§ **GIVEN INFORMATION**:
*** Begin section ***

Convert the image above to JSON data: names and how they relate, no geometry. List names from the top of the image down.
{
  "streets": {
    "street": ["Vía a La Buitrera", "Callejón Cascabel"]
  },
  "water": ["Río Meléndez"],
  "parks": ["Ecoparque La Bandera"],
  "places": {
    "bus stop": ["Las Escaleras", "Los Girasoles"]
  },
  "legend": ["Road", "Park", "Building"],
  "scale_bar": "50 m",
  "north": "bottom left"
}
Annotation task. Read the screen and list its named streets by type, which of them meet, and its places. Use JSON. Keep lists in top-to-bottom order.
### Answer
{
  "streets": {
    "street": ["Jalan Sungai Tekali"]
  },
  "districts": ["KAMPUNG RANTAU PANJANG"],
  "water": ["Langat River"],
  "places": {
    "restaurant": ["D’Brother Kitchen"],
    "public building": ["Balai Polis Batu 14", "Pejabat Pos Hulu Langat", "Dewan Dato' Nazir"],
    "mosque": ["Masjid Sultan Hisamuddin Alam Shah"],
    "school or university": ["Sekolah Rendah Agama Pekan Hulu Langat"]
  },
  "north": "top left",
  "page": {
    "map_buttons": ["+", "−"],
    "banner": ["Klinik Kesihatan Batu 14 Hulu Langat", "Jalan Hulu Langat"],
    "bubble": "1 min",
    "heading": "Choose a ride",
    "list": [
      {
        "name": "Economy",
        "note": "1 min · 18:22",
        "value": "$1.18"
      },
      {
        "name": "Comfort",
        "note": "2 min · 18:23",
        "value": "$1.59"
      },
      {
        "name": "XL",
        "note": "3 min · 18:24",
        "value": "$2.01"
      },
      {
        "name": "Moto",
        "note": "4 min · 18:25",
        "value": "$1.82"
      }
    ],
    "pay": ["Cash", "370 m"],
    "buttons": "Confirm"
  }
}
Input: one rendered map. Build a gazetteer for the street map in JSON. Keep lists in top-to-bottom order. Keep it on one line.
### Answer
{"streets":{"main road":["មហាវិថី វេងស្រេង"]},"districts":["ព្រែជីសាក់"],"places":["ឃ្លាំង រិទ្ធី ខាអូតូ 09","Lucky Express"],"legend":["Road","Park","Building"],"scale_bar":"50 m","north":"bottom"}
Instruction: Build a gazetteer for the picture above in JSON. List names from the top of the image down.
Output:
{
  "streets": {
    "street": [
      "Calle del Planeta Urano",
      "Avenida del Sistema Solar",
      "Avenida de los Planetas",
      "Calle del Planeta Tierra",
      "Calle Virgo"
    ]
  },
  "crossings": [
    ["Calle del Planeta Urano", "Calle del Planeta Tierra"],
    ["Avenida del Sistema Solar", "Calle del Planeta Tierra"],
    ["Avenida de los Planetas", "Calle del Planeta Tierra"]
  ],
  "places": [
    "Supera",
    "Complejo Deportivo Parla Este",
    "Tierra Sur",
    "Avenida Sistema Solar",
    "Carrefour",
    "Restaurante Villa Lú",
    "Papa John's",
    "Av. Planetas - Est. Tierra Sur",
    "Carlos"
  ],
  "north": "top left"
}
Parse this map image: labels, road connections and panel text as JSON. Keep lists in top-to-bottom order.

*** End section ***

§ **WORK REQUEST**: Each line of the material above needs to be returned exactly as written.

§ **REPLY**:
Convert the image above to JSON data: names and how they relate, no geometry. List names from the top of the image down.
{
  "streets": {
    "street": ["Vía a La Buitrera", "Callejón Cascabel"]
  },
  "water": ["Río Meléndez"],
  "parks": ["Ecoparque La Bandera"],
  "places": {
    "bus stop": ["Las Escaleras", "Los Girasoles"]
  },
  "legend": ["Road", "Park", "Building"],
  "scale_bar": "50 m",
  "north": "bottom left"
}
Annotation task. Read the screen and list its named streets by type, which of them meet, and its places. Use JSON. Keep lists in top-to-bottom order.
### Answer
{
  "streets": {
    "street": ["Jalan Sungai Tekali"]
  },
  "districts": ["KAMPUNG RANTAU PANJANG"],
  "water": ["Langat River"],
  "places": {
    "restaurant": ["D’Brother Kitchen"],
    "public building": ["Balai Polis Batu 14", "Pejabat Pos Hulu Langat", "Dewan Dato' Nazir"],
    "mosque": ["Masjid Sultan Hisamuddin Alam Shah"],
    "school or university": ["Sekolah Rendah Agama Pekan Hulu Langat"]
  },
  "north": "top left",
  "page": {
    "map_buttons": ["+", "−"],
    "banner": ["Klinik Kesihatan Batu 14 Hulu Langat", "Jalan Hulu Langat"],
    "bubble": "1 min",
    "heading": "Choose a ride",
    "list": [
      {
        "name": "Economy",
        "note": "1 min · 18:22",
        "value": "$1.18"
      },
      {
        "name": "Comfort",
        "note": "2 min · 18:23",
        "value": "$1.59"
      },
      {
        "name": "XL",
        "note": "3 min · 18:24",
        "value": "$2.01"
      },
      {
        "name": "Moto",
        "note": "4 min · 18:25",
        "value": "$1.82"
      }
    ],
    "pay": ["Cash", "370 m"],
    "buttons": "Confirm"
  }
}
Input: one rendered map. Build a gazetteer for the street map in JSON. Keep lists in top-to-bottom order. Keep it on one line.
### Answer
{"streets":{"main road":["មហាវិថី វេងស្រេង"]},"districts":["ព្រែជីសាក់"],"places":["ឃ្លាំង រិទ្ធី ខាអូតូ 09","Lucky Express"],"legend":["Road","Park","Building"],"scale_bar":"50 m","north":"bottom"}
Instruction: Build a gazetteer for the picture above in JSON. List names from the top of the image down.
Output:
{
  "streets": {
    "street": [
      "Calle del Planeta Urano",
      "Avenida del Sistema Solar",
      "Avenida de los Planetas",
      "Calle del Planeta Tierra",
      "Calle Virgo"
    ]
  },
  "crossings": [
    ["Calle del Planeta Urano", "Calle del Planeta Tierra"],
    ["Avenida del Sistema Solar", "Calle del Planeta Tierra"],
    ["Avenida de los Planetas", "Calle del Planeta Tierra"]
  ],
  "places": [
    "Supera",
    "Complejo Deportivo Parla Este",
    "Tierra Sur",
    "Avenida Sistema Solar",
    "Carrefour",
    "Restaurante Villa Lú",
    "Papa John's",
    "Av. Planetas - Est. Tierra Sur",
    "Carlos"
  ],
  "north": "top left"
}
Parse this map image: labels, road connections and panel text as JSON. Keep lists in top-to-bottom order.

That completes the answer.